Try it: Look through the data that follows and work out how many lines contain the string "дорозі". Nothing but that number should be given.

Data extracts:
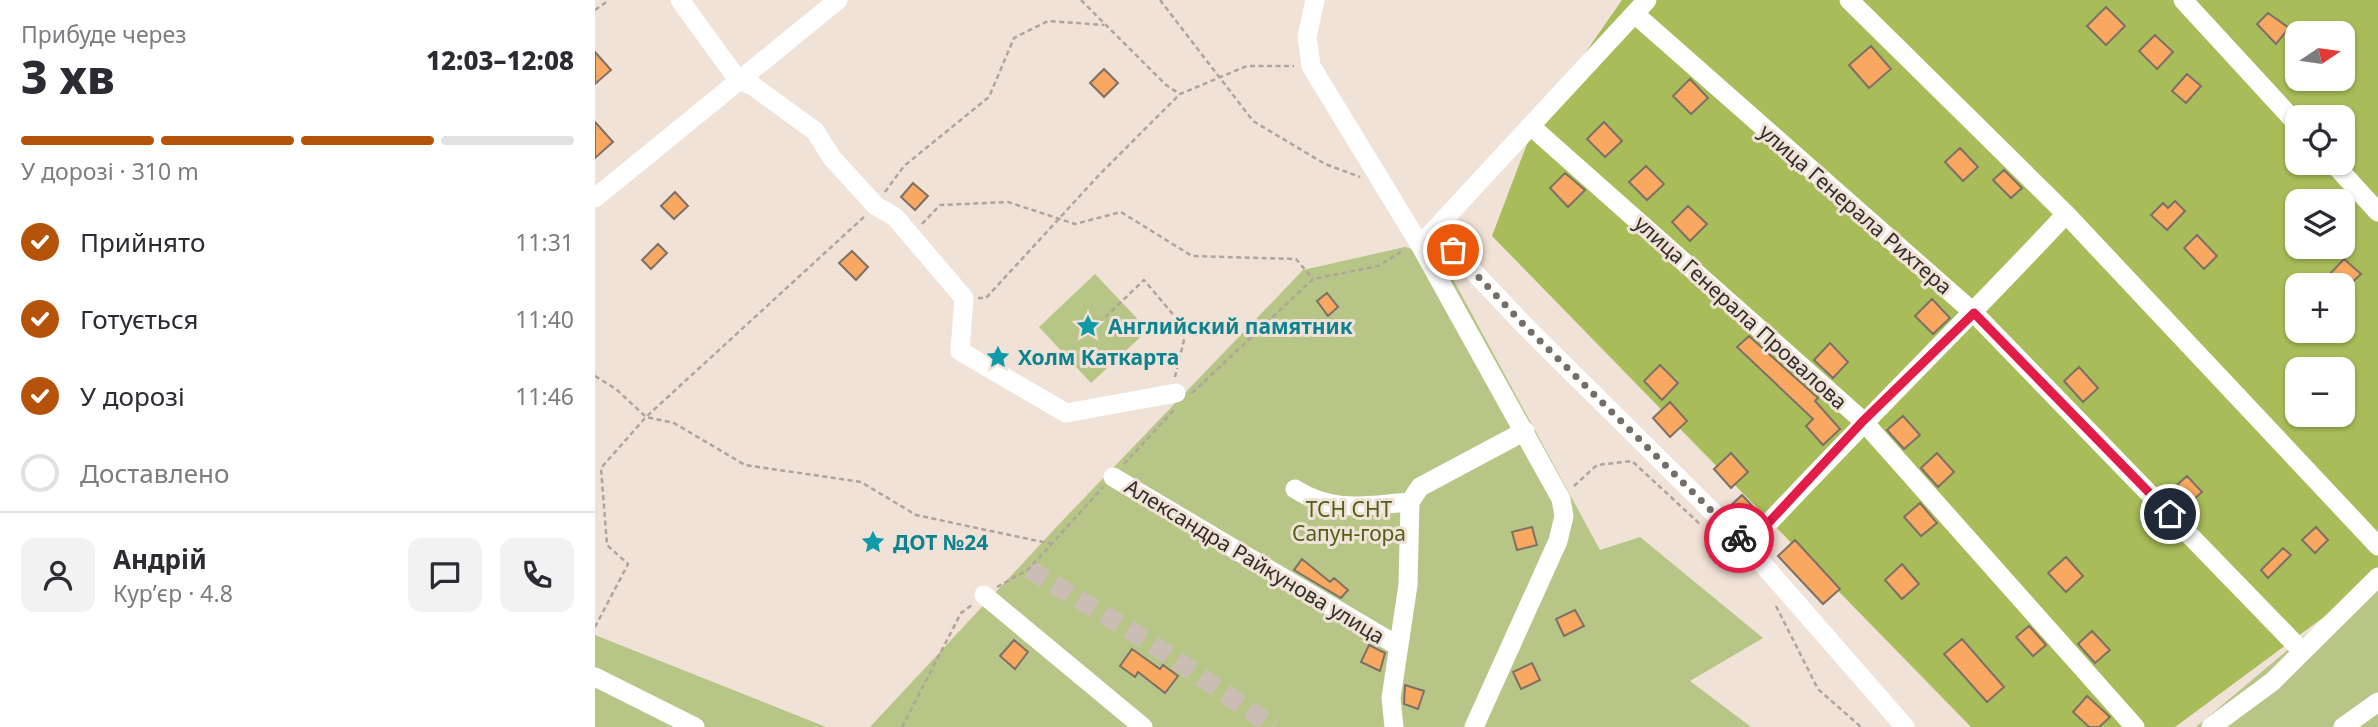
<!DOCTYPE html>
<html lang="uk">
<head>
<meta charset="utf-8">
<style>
	:root { --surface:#fff; --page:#f2f2f3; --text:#2b2b33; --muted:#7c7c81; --line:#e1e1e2; --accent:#b45309 }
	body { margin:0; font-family:"Noto Sans",sans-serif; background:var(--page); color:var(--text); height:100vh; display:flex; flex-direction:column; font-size:26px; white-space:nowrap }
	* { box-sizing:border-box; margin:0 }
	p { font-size:23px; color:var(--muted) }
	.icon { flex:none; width:38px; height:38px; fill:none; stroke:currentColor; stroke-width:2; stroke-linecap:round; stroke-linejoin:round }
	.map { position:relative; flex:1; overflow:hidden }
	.drawer { display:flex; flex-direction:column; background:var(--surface); width:595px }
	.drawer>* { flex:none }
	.needle { width:46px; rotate:77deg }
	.controls { position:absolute; left:1690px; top:21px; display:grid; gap:14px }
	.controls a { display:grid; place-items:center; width:70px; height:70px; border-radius:14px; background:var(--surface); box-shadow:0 2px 5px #0004; font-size:35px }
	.pin { position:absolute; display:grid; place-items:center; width:60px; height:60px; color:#fff; margin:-30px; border:4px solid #fff; border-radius:50%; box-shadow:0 2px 7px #0007 }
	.courier { position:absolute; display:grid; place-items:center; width:70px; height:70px; margin:-35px; border:5px solid #e11d48; border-radius:50%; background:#fff; color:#222; box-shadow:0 2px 9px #0007 }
	.summary em { font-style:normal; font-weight:800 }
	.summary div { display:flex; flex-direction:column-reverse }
	.summary { display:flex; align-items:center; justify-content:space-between; height:119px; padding:0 21px }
	h1 { font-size:46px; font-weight:800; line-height:52px }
	.bar { display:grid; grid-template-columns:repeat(4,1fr); gap:10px 7px; align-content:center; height:84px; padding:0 21px }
	.bar i { height:9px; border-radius:5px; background:var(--line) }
	.bar .current { background:var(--accent) }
	.bar p { grid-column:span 4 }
	.line { display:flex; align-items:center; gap:18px; padding:0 21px; border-top:2px solid var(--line) }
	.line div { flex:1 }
	.round { display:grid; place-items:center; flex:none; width:74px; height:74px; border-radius:14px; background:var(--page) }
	ol { padding:0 21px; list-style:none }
	li { display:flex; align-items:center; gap:21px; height:77px }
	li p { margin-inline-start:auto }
	li .icon { padding:7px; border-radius:50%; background:var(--accent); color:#fff; stroke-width:4 }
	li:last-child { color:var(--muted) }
	li i { width:38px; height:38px; border:4px solid var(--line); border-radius:50% }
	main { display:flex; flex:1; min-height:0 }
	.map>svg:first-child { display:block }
	.green { fill:#b7c687 }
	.forest { fill:#a8bd59; fill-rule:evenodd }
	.building { fill:#f8a861; stroke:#7d7066; stroke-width:2 }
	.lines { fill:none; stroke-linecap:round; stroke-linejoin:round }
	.minor-tunnel { stroke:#cabeb4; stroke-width:19; stroke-dasharray:19 10; stroke-linecap:butt }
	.path { stroke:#afa49b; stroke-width:2.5; stroke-dasharray:5 3.5; stroke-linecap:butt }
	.minor { stroke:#fff; stroke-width:19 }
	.done { stroke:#756d67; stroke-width:7; stroke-dasharray:0 12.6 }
	.route { stroke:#e11d48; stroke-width:9 }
	.labels { text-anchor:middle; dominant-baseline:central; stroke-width:6; stroke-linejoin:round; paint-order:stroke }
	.street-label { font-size:21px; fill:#332e2a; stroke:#f0e2d7 }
	.culture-label { font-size:21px; font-weight:bold; fill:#0d838f; stroke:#f0e2d7; text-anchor:start }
	.park-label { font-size:21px; fill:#515f17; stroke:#f0e2d7 }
</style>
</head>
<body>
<main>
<section class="drawer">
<div class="summary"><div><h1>3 хв</h1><p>Прибуде через</p></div><em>12:03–12:08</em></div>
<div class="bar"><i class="current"></i><i class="current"></i><i class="current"></i><i></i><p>У дорозі · 310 m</p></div>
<ol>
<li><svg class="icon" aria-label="check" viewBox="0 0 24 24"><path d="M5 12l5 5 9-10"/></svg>Прийнято<p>11:31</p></li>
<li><svg class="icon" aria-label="check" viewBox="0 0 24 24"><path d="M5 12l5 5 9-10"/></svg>Готується<p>11:40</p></li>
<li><svg class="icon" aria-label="check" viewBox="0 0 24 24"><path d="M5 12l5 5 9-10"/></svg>У дорозі<p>11:46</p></li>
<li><i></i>Доставлено</li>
</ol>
<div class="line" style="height:126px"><a class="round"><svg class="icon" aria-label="person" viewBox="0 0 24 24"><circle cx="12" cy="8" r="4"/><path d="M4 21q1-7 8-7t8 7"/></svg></a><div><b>Андрій</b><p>Кур’єр · 4.8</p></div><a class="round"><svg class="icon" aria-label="chat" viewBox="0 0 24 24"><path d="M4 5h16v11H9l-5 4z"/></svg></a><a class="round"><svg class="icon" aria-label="phone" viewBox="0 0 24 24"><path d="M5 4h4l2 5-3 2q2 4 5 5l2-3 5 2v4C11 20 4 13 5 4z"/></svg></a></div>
</section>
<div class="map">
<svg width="1783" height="727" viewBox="0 0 1783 727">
	<rect width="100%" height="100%" fill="#f0e2d7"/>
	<!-- green -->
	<path class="green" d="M810 247 846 257 1005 550 1045 537 1168 638 1095 681 1156 727H275L468 520 708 270Z
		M500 274 553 330 496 383 444 327Z
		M1783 574V727H1601Z
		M0 635 231 727H0Z"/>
	<!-- forest -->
	<path class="forest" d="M1027 0H1783V577L1580 727H1376L897 236 938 128ZM1703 33H1748V79H1703ZM1703 117H1748V163H1703ZM1703 201H1748V247H1703ZM1703 285H1748V331H1703ZM1703 369H1748V415H1703Z"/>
	<!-- building -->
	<path class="building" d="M1511 7 1530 26 1511 45 1492 26Z
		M1673 13 1694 28 1681 44 1662 24Z
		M1560 35 1578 52 1562 69 1544 51Z
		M1276 46 1296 69 1274 88 1254 65Z
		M0 52 16 70 0 84Z
		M509 69 523 83 509 97 495 83Z
		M1592 74 1606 86 1591 103 1577 91Z
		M1095 79 1113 98 1096 114 1078 96Z
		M0 122 18 142 0 158Z
		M1009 122 1027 141 1010 157 992 139Z
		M1365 148 1383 167 1368 181 1350 162Z
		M1051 166 1069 184 1052 200 1034 182Z
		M1409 170 1427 188 1416 198 1398 180Z
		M970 173 990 190 973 207 955 188Z
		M318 183 333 196 320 210 306 197Z
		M80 192 93 206 79 219 66 206Z
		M1580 201 1590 211 1572 230 1556 215 1568 203 1573 208Z
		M1093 206 1112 224 1095 241 1077 222Z
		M1602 235 1622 256 1609 269 1589 248Z
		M63 244 72 253 56 269 47 260Z
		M257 251 273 267 261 280 244 263Z
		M1749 259 1766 274 1749 290 1748 285 1734 275Z
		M732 293 743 307 733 316 722 301Z
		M1337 299 1355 318 1338 334 1320 316Z
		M1154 336 1223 398 1220 401 1245 429 1228 445 1211 426 1218 419 1142 347Z
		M1235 343 1253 362 1238 378 1219 360Z
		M1065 365 1083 383 1067 400 1049 381Z
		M1484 367 1503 388 1488 402 1469 381Z
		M1075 402 1092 421 1075 437 1058 418Z
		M1308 416 1325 435 1309 449 1292 430Z
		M1136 453 1153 472 1136 488 1119 469Z
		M1342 453 1359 472 1343 487 1326 468Z
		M1592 476 1607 492 1587 510 1572 494Z
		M1147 495 1165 514 1150 527 1132 509Z
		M1325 503 1342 523 1326 536 1309 517Z
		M937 527 942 545 922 550 917 532Z
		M1721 527 1733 540 1720 553 1707 540Z
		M1200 540 1245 589 1228 604 1183 556Z
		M1688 548 1696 555 1673 578 1666 570Z
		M1471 557 1488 576 1471 592 1453 573Z
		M707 559 735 582 739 578 753 590 746 598 699 570Z
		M1307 564 1324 584 1307 599 1290 580Z
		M980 610 989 626 969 636 961 619Z
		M1434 626 1451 645 1438 656 1421 637Z
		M1497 631 1515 650 1500 663 1483 644Z
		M1367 639 1409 687 1392 702 1349 654Z
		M419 640 433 652 420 669 405 656Z
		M774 645 790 653 785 671 766 662Z
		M537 649 565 669 568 665 583 676 570 693 543 672 540 677 525 666Z
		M937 663 945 680 926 689 918 672Z
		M810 685 829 691 823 709 809 704Z
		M1492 696 1515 717 1504 727H1494L1478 712Z"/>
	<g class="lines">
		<!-- minor-tunnel -->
		<path class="minor-tunnel" d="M434 569 556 643 679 727"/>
		<!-- path -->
		<path class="path" d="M486 0 571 85 585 94 652 66H699
			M565 0 658 121 730 164 765 177
			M0 10 14 0
			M290 192 309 166 394 97 419 38 453 21 509 25
			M327 224 345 205 413 202 480 224 526 212 597 256 701 259 718 279
			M383 298H391L505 174 585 94
			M504 323 549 280 587 325 590 336 580 377
			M0 376 21 389 51 417 79 423 150 465 266 482 321 515 457 544
			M597 393 718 279 783 266 809 250
			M529 464 579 410
			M979 486 1002 465 1037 461 1106 525
			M402 587 434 569 508 487
			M1181 606 1223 689 1266 727
			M0 627 33 564 12 545 6 468 51 417 270 216
			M307 727 366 613 377 605"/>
		<!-- minor -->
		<path class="minor" d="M85 0 143 80 158 86 220 131 237 158 281 206 300 217 369 298 365 351 471 413 581 393
			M720 0 712 37 716 66 825 245 966 499 969 516 963 541 879 727
			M1254 0 1471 214 1783 546
			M1588 0 1703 125
			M1041 15 1379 313 1707 651
			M938 128 1268 421 1540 727
			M1738 163 1783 212
			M0 198 243 0
			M840 231 932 328 1152 546 1310 727
			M831 239 1052 0
			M518 477 803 646
			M700 489C740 514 771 505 815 502
			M1142 557C1249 440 1363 330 1471 214
			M389 595 548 727
			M0 677 100 727
			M799 727 796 698 813 585 815 502 825 487 930 431
			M1616 727 1677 682 1783 577
			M1748 727 1783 702"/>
	</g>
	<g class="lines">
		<!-- done -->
		<path class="done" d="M858 250 932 328 1144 538"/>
		<!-- route -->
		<path class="route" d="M1144 538 1152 546 1268 421 1379 313 1575 514"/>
	</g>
	<!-- icons -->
	<defs>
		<g id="sight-bare" transform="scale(1.89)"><path d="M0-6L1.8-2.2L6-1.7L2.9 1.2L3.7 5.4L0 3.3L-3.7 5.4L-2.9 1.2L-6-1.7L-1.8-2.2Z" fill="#0f9aa8" stroke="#f0e2d7" stroke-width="2.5" paint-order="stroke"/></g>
	</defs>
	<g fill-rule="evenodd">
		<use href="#sight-bare" x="493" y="326"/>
		<use href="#sight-bare" x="403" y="357"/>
		<use href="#sight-bare" x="278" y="542"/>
	</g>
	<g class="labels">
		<!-- street labels -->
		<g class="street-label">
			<text transform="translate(1261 209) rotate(41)">улица Генерала Рихтера</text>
			<text transform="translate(1146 312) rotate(42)">улица Генерала Провалова</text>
			<text transform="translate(660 561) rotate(31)">Александра Райкунова улица</text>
		</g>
		<!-- culture labels -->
		<g class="culture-label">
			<text x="513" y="326">Английский памятник</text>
			<text x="423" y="357">Холм Каткарта</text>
			<text x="298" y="542">ДОТ №24</text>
		</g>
		<!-- park labels -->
		<g class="park-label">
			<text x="754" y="509">ТСН СНТ<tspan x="754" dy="24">Сапун-гора</tspan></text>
		</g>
	</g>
</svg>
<div class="controls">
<a><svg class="needle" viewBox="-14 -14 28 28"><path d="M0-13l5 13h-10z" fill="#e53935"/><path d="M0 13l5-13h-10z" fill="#7c7c81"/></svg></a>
<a><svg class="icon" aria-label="locate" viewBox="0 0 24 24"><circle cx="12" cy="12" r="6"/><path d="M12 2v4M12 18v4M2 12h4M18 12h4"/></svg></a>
<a><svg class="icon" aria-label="layers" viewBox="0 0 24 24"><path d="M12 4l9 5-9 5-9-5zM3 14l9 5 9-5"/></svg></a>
<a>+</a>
<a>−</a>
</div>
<div class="pin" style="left:858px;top:250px;background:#ea580c"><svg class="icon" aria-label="bag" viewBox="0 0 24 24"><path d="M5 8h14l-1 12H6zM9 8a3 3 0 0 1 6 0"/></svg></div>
<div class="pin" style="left:1575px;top:514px;background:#1f2937"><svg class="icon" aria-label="home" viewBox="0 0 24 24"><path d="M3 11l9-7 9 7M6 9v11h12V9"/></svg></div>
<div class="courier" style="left:1144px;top:538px"><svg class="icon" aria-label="bike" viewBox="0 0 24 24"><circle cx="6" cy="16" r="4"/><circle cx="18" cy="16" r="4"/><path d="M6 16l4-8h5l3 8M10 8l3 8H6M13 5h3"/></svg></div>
</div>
</main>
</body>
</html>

Solution for this task: 2